What is the Competitor Franchisee in Canada?

During your franchise research, you may have come across the term or concept of "competitor franchisee". This is a franchisee who uses the franchisor's propriety or inside information against it or who unfairly competes against a franchisor. This is specifically disallowed under the different franchise laws found across Canada, with most franchise agreements containing non-competition clauses that are broadly worded to prevent former or current franchisees from abusing a loophole. This tends to be a clause a franchisor won't budge on, so it's rare that a franchisee is able to negotiate its removal from the agreement.


However, since there is a power disparity between franchisor and franchisee in these agreements in favor of the franchisor, courts in Canada often handle competition franchisee disputes between franchisor and franchises the way they do non-competition clauses in employment contracts. This means, generally speaking, that if a competition clause unfairly restricts trade for a former or current franchisee, the court may not view it as enforceable unless the franchise can show the restriction is reasonable.

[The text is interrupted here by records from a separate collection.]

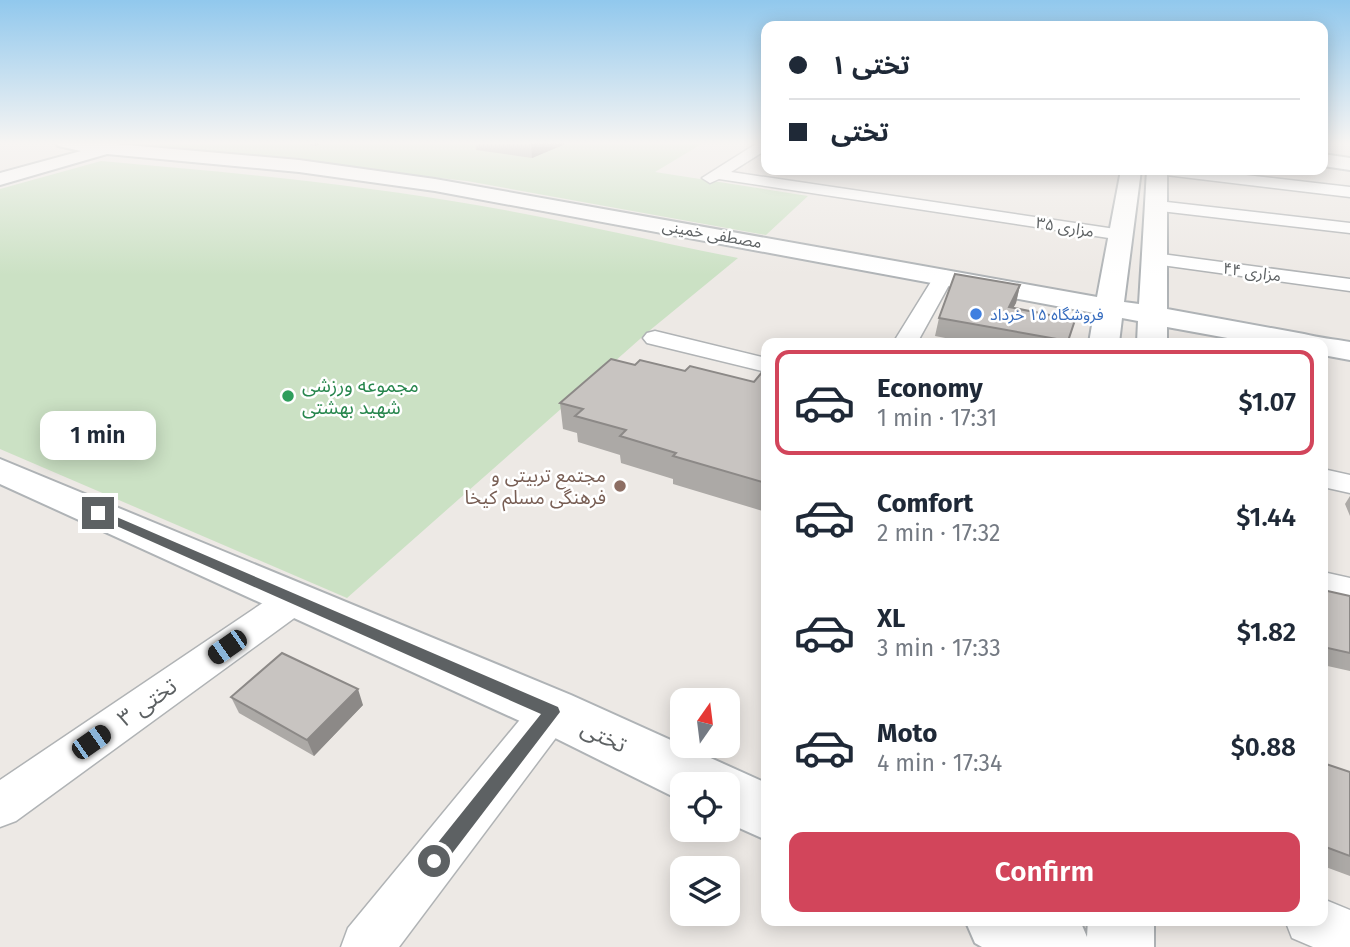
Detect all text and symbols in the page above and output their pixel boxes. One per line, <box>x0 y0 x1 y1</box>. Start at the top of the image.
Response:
text: تختی ۱ <box>831 50 910 81</box>
text: تختی <box>831 117 889 148</box>
street label: مزاری ۳۵ <box>1035 213 1095 241</box>
street label: مصطفی خمینی <box>661 216 763 252</box>
street label: مزاری ۴۴ <box>1222 259 1282 285</box>
place label: فروشگاه ۱۵ خرداد <box>990 305 1104 324</box>
marker: فروشگاه ۱۵ خرداد <box>968 306 984 322</box>
icon: car <box>793 371 856 434</box>
text: Economy <box>877 373 983 404</box>
place label: مجموعه ورزشی شهید بهشتی <box>302 374 419 419</box>
text: $1.07 <box>1238 387 1296 418</box>
marker: مجموعه ورزشی شهید بهشتی <box>280 388 296 404</box>
text: 1 min · 17:31 <box>877 404 997 432</box>
callout: 1 min <box>40 412 156 461</box>
text: 1 min <box>70 421 126 449</box>
place label: مجتمع تربیتی و فرهنگی مسلم کیخا <box>465 464 606 512</box>
marker: مجتمع تربیتی و فرهنگی مسلم کیخا <box>612 478 628 494</box>
icon: car <box>793 486 856 549</box>
text: Comfort <box>877 488 973 519</box>
route end <box>82 497 114 529</box>
text: $1.44 <box>1236 502 1296 533</box>
text: 2 min · 17:32 <box>877 519 1000 547</box>
icon: car <box>793 601 856 664</box>
text: XL <box>877 603 905 634</box>
text: $1.82 <box>1237 617 1296 648</box>
car <box>204 626 251 668</box>
text: 3 min · 17:33 <box>877 634 1001 662</box>
street label: تختی ۳ <box>112 671 182 732</box>
north arrow <box>670 688 740 758</box>
map controls <box>670 688 740 926</box>
street label: تختی <box>577 713 631 759</box>
icon: car <box>793 716 856 779</box>
text: Moto <box>877 718 937 749</box>
car <box>68 721 115 763</box>
text: $0.88 <box>1231 732 1296 763</box>
text: 4 min · 17:34 <box>877 749 1002 777</box>
button: locate <box>670 772 740 842</box>
button: Confirm <box>789 832 1300 912</box>
route start <box>418 845 450 877</box>
button: layers <box>670 856 740 926</box>

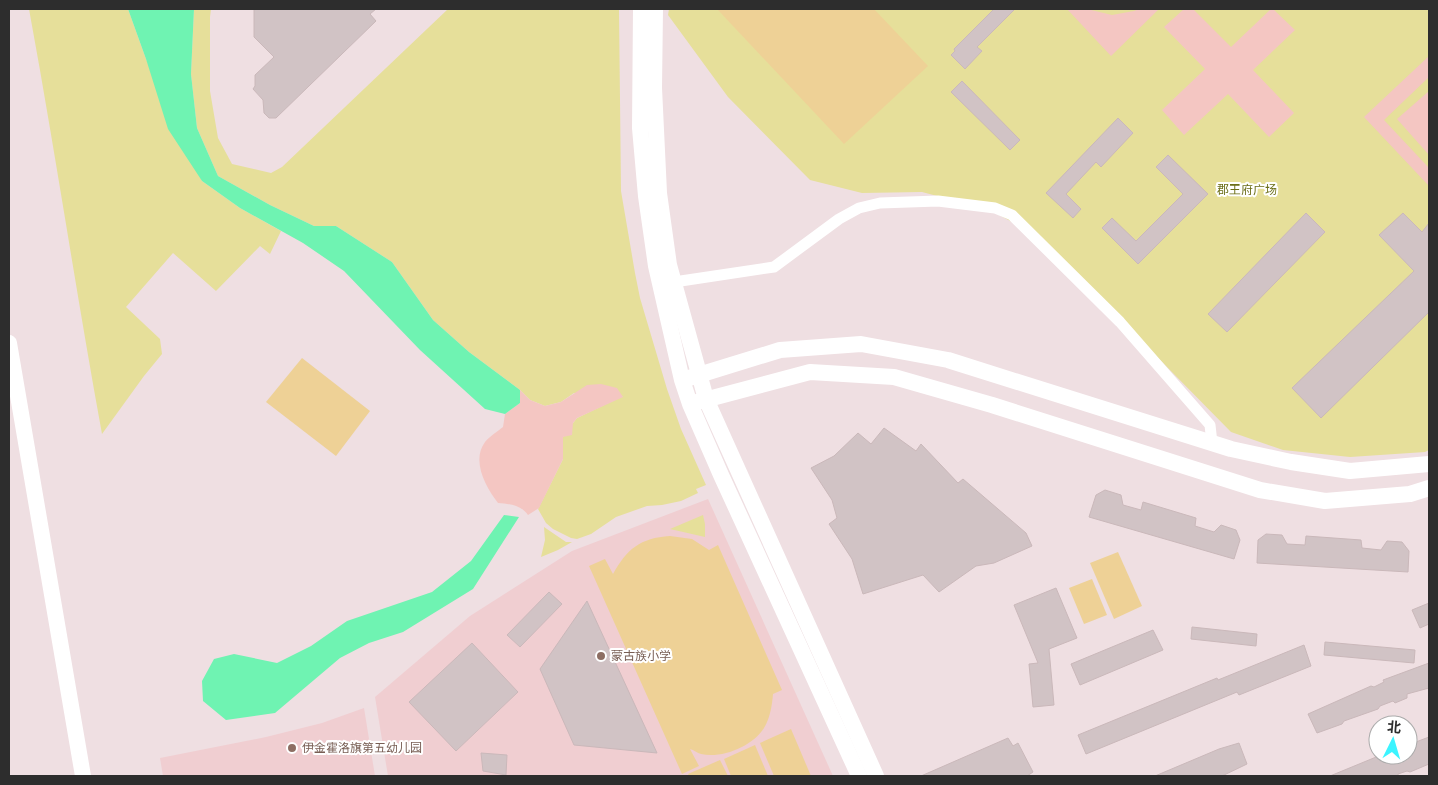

If, for example, a franchisee is with a famous coffee chain and sets up his or her own coffee store using a similar name and style, that's likely going to be considered unreasonable by the court if the franchisor challenges it. However, if he or she opens a distinct coffee shop that doesn't use any insider or proprietary information of the coffee franchise, that's likely reasonable. The same applies if the franchisee opens a breakfast cafe that offers coffee. Common practices in the coffee industry itself are not going to be considered a proprietary interest the coffee brand could protect because non-competitive clauses aren't meant to stop organic competition in the market.


In addition, a franchisor can't enforce a non-competition clause forever. A reasonable length would depend on the brand, industry and circumstances involved, but generally speaking, case law shows that two years or less are considered reasonable by the courts. A franchise would have to demonstrate why longer clauses are necessary to have that upheld in court.


Competition is generally encouraged in a capitalist economy because it means consumers can access a variety of services and goods. However, prospective, current and former franchisees all need to be aware of the possible legal repercussions if they start or are thinking about starting what could be viewed as a competitor franchise business.